The implications of identifying a safer and more effective diet than what is currently being recommended for patients with obesity or T2DM are enormous. The Paleolithic diet is certainly not a new discovery. What is needed now is more clinical data with greater numbers of subjects and longer study durations so that more robust conclusions can be drawn. It will be interesting to see the outcomes on normal-weight, obese, and T2DM subjects and also to see the effects of the Paleolithic diet compared with a variety of popular diets. Potential disadvantages of a Paleolithic diet might include deficient intake of vitamin D and calcium as well as exposure to environmental toxins from high intake of fish.10 In addition to these needed clinical trials, it will also be important to see results of mechanistic basic science studies to understand why the Paleolithic diet appears to be beneficial and whether it can be improved upon.

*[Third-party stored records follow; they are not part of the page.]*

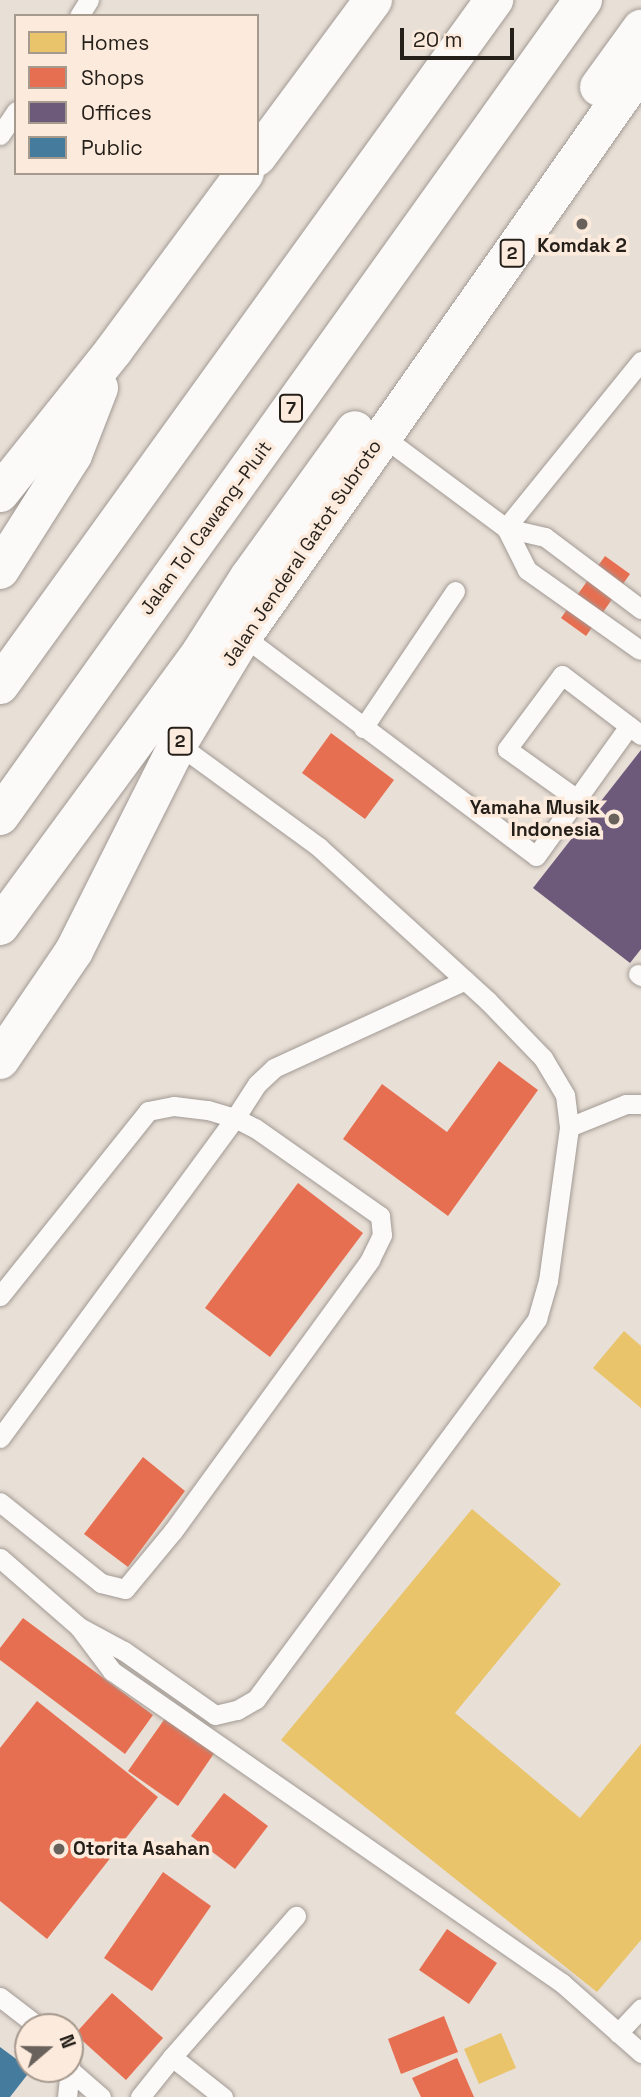 <!DOCTYPE html>
<meta charset="utf-8">
<style>
body{margin:0}
#map{position:relative;width:641px;height:2097px;overflow:hidden;background:#e8dfd6;font-family:"Space Grotesk",sans-serif}
div>[style]{position:absolute}
.homes>*{inset:0;background:#e9c46a}
.shops>*{inset:0;background:#e76f51}
.offices>*{inset:0;background:#6d597a}
.public>*{inset:0;background:#457b9d}
.roads{filter:drop-shadow(0 0 2px #a19a94) drop-shadow(0 0 2px #a19a94)}
.lane>*{height:19px;margin:-9.5px;padding:0 9.5px;transform-origin:9.5px;border-radius:9.5px;background:#fcfaf9}
.highway>*{height:38px;margin:-19px;padding:0 19px;transform-origin:19px;border-radius:19px;background:#fcfaf9}
.dots>*{width:19px;height:19px;translate:-50% -50%;box-sizing:border-box;border:4px solid #fcebdc;border-radius:50%}
span{translate:-50% -50%;white-space:nowrap;text-align:center;line-height:1.15;-webkit-text-stroke:7px #fcebdc;paint-order:stroke}
.shield-label span{padding:2px 5px;background:#fcebdc;border:2px solid;border-radius:5px;-webkit-text-stroke-width:0}
.shield-label{font-size:18px;color:#251f1a;font-weight:700}
.poi-label{font-size:19px;color:#251f1a;font-weight:700}
.right{translate:-100% -50%;text-align:right}
.left{translate:0 -50%;text-align:left}
.street-label{font-size:19px;color:#251f1a}
.legend{position:absolute;left:14px;top:14px;width:245px;height:161px;box-sizing:border-box;background:#fcebdc;border:2px solid #a6998e;margin:0;padding:9px 12px;list-style:none;font-size:21px;color:#251f1a}
.legend li{display:flex;align-items:center;gap:14px;height:35px}
.legend b{width:35px;border:2px solid #a6998e}
.north{position:absolute;left:14px;top:2013px;width:70px;height:70px;box-sizing:border-box;background:#fcebdc;border:2px solid #a6998e;border-radius:50%;rotate:70deg;font-size:19px;font-weight:700;line-height:28px;text-align:center;color:#251f1a}
.north::after{content:'';display:block;margin:auto;width:24px;height:32px;background:#69625c;clip-path:polygon(50% 0,100% 100%,50% 72%,0 100%)}
.scale{position:absolute;left:400px;top:28px;width:114px;height:32px;box-sizing:border-box;border:4px solid #251f1a;border-top:0;padding-left:9px;font-size:21px;line-height:24px;white-space:nowrap;color:#251f1a;-webkit-text-stroke:5px #fcebdc;paint-order:stroke}
</style>
<div id="map">
<div class="homes">
<div style="clip-path:polygon(624px 1331px,641px 1346px,641px 1408px,593px 1368px)"></div>
<div style="clip-path:polygon(472px 1509px,561px 1584px,455px 1713px,580px 1818px,641px 1744px,641px 1940px,597px 1992px,281px 1740px)"></div>
<div style="clip-path:polygon(501px 2033px,516px 2068px,479px 2084px,464px 2049px)"></div>
</div>
<div class="shops">
<div style="clip-path:polygon(605px 556px,630px 574px,586px 636px,561px 618px)"></div>
<div style="clip-path:polygon(331px 733px,394px 780px,365px 819px,302px 773px)"></div>
<div style="clip-path:polygon(499px 1061px,538px 1090px,448px 1216px,343px 1139px,382px 1084px,447px 1132px)"></div>
<div style="clip-path:polygon(298px 1183px,363px 1233px,270px 1357px,205px 1308px)"></div>
<div style="clip-path:polygon(143px 1457px,185px 1491px,128px 1567px,84px 1534px)"></div>
<div style="clip-path:polygon(23px 1618px,153px 1715px,125px 1754px,0 1660px,0 1648px)"></div>
<div style="clip-path:polygon(37px 1701px,158px 1797px,47px 1939px,0 1901px,0 1748px)"></div>
<div style="clip-path:polygon(166px 1717px,215px 1752px,178px 1806px,128px 1771px)"></div>
<div style="clip-path:polygon(224px 1793px,268px 1826px,235px 1869px,191px 1836px)"></div>
<div style="clip-path:polygon(163px 1872px,211px 1906px,152px 1991px,104px 1958px)"></div>
<div style="clip-path:polygon(447px 1929px,497px 1963px,469px 2004px,419px 1970px)"></div>
<div style="clip-path:polygon(112px 1993px,163px 2038px,126px 2080px,75px 2034px)"></div>
<div style="clip-path:polygon(444px 2016px,458px 2052px,401px 2074px,388px 2039px)"></div>
<div style="clip-path:polygon(457px 2058px,474px 2097px,421px 2097px,412px 2078px)"></div>
</div>
<div class="offices">
<div style="clip-path:polygon(641px 750px,641px 949px,630px 963px,533px 888px)"></div>
</div>
<div class="public">
<div style="clip-path:polygon(0 2047px,31px 2070px,10px 2097px,0 2097px)"></div>
</div>
<div class="roads">
<div class="lane">
<div style="left:79px;top:16px;width:19px;rotate:-58deg"></div>
<div style="left:0;top:135px;width:29px;rotate:-56deg"></div>
<div style="left:641px;top:361px;width:215px;rotate:129deg"></div>
<div style="left:506px;top:528px;width:40px;rotate:13deg"></div>
<div style="left:545px;top:537px;width:120px;rotate:36.9deg"></div>
<div style="left:382px;top:436px;width:154px;rotate:36.6deg"></div>
<div style="left:506px;top:528px;width:47px;rotate:63.4deg"></div>
<div style="left:527px;top:570px;width:138px;rotate:35.3deg"></div>
<div style="left:243px;top:636px;width:366px;rotate:36.9deg"></div>
<div style="left:536px;top:856px;width:160px;rotate:-54.4deg"></div>
<div style="left:363px;top:728px;width:165px;rotate:-56.1deg"></div>
<div style="left:577px;top:799px;width:86px;rotate:-144.5deg"></div>
<div style="left:507px;top:749px;width:92px;rotate:-53.4deg"></div>
<div style="left:562px;top:675px;width:99px;rotate:37.2deg"></div>
<div style="left:638px;top:974px;width:4px;rotate:34deg"></div>
<div style="left:569px;top:1127px;width:61px;rotate:-22deg"></div>
<div style="left:626px;top:1104px;width:15px"></div>
<div style="left:0;top:1296px;width:237px;rotate:-51.3deg"></div>
<div style="left:148px;top:1111px;width:26px;rotate:-11deg"></div>
<div style="left:174px;top:1106px;width:34px;rotate:7deg"></div>
<div style="left:208px;top:1110px;width:28px;rotate:17deg"></div>
<div style="left:235px;top:1118px;width:22px;rotate:27deg"></div>
<div style="left:255px;top:1128px;width:153px;rotate:35.1deg"></div>
<div style="left:380px;top:1216px;width:19px;rotate:84deg"></div>
<div style="left:382px;top:1235px;width:28px;rotate:116deg"></div>
<div style="left:370px;top:1260px;width:335px;rotate:126deg"></div>
<div style="left:173px;top:1531px;width:75px;rotate:129.6deg"></div>
<div style="left:125px;top:1589px;width:25px;rotate:-166deg"></div>
<div style="left:101px;top:1583px;width:129px;rotate:-141.3deg"></div>
<div style="left:0;top:1438px;width:397px;rotate:-53.7deg"></div>
<div style="left:235px;top:1118px;width:40px;rotate:-57.1deg"></div>
<div style="left:257px;top:1084px;width:23px;rotate:-43deg"></div>
<div style="left:274px;top:1068px;width:210px;rotate:-24.7deg"></div>
<div style="left:0;top:1558px;width:105px;rotate:41.1deg"></div>
<div style="left:79px;top:1627px;width:55px;rotate:53.1deg"></div>
<div style="left:112px;top:1671px;width:548px;rotate:34.73deg"></div>
<div style="left:562px;top:1983px;width:106px;rotate:41.5deg"></div>
<div style="left:79px;top:1627px;width:51px;rotate:28.1deg"></div>
<div style="left:124px;top:1651px;width:111px;rotate:35.1deg"></div>
<div style="left:215px;top:1715px;width:23px;rotate:-13deg"></div>
<div style="left:237px;top:1710px;width:22px;rotate:-30deg"></div>
<div style="left:256px;top:1699px;width:473px;rotate:-53.5deg"></div>
<div style="left:537px;top:1319px;width:40px;rotate:-74deg"></div>
<div style="left:548px;top:1281px;width:155px;rotate:-82.2deg"></div>
<div style="left:569px;top:1127px;width:32px;rotate:-97deg"></div>
<div style="left:565px;top:1095px;width:43px;rotate:-120.7deg"></div>
<div style="left:543px;top:1058px;width:79px;rotate:-134deg"></div>
<div style="left:488px;top:1001px;width:229px;rotate:-137.7deg"></div>
<div style="left:319px;top:847px;width:175px;rotate:-143.9deg"></div>
<div style="left:0;top:1997px;width:49px;rotate:37.6deg"></div>
<div style="left:618px;top:2033px;width:34px;rotate:-47deg"></div>
<div style="left:172px;top:2057px;width:188px;rotate:-48.7deg"></div>
<div style="left:71px;top:2071px;width:40px;rotate:41deg"></div>
<div style="left:67px;top:2097px;width:30px;rotate:-84deg"></div>
<div style="left:140px;top:2097px;width:51px;rotate:-51.3deg"></div>
<div style="left:172px;top:2057px;width:65px;rotate:38.1deg"></div>
</div>
<div class="highway">
<div style="left:599px;top:87px;width:72px;rotate:-54.1deg"></div>
<div style="left:257px;top:157px;width:195px;rotate:-53.5deg"></div>
<div style="left:0;top:493px;width:183px;rotate:-51.4deg"></div>
<div style="left:114px;top:350px;width:220px;rotate:-53.5deg"></div>
<div style="left:0;top:570px;width:136px;rotate:-57.6deg"></div>
<div style="left:73px;top:455px;width:72px;rotate:-68.8deg"></div>
<div style="left:0;top:685px;width:845px;rotate:-54.2deg"></div>
<div style="left:0;top:816px;width:1003px;rotate:-54.46deg"></div>
<div style="left:0;top:926px;width:340px;rotate:-53.7deg"></div>
<div style="left:201px;top:652px;width:89px;rotate:-57.4deg"></div>
<div style="left:249px;top:577px;width:181px;rotate:-54.2deg"></div>
<div style="left:0;top:1060px;width:132px;rotate:-55.8deg"></div>
<div style="left:74px;top:951px;width:232px;rotate:-63.3deg"></div>
<div style="left:178px;top:744px;width:126px;rotate:-59deg"></div>
<div style="left:243px;top:636px;width:693px;rotate:-54.93deg"></div>
</div>
</div>
<div class="dots">
<div style="left:582px;top:224px;background:#69625c"></div>
<div style="left:614px;top:819px;background:#69625c"></div>
<div style="left:59px;top:1849px;background:#69625c"></div>
</div>
<div class="shield-label">
<span style="left:512px;top:253px">2</span>
<span style="left:291px;top:408px">7</span>
<span style="left:180px;top:741px">2</span>
</div>
<div class="poi-label">
<span style="left:582px;top:246px">Komdak 2</span>
<span class="right" style="left:600px;top:819px">Yamaha Musik<br>Indonesia</span>
<span class="left" style="left:73px;top:1849px">Otorita Asahan</span>
</div>
<div class="street-label">
<span style="left:206px;top:528px;rotate:-54deg">Jalan Tol Cawang–Pluit</span>
<span style="left:302px;top:553px;rotate:-56deg">Jalan Jenderal Gatot Subroto</span>
</div>
<ul class="legend">
<li><b style="height:19px;background:#e9c46a"></b>Homes</li>
<li><b style="height:19px;background:#e76f51"></b>Shops</li>
<li><b style="height:19px;background:#6d597a"></b>Offices</li>
<li><b style="height:19px;background:#457b9d"></b>Public</li>
</ul>
<div class="north">N</div>
<div class="scale">20 m</div>
</div>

All populations appear to develop diseases of civilization if they consume Western foods and have sedentary lifestyles.11 It therefore seems prudent for modern-day humans to remember their evolutionary heritage and to increase their intake of vegetables and fruits and to decrease their intake of animal fats and domesticated grains. The Paleolithic diet might be the best antidote to the unhealthy Western diet.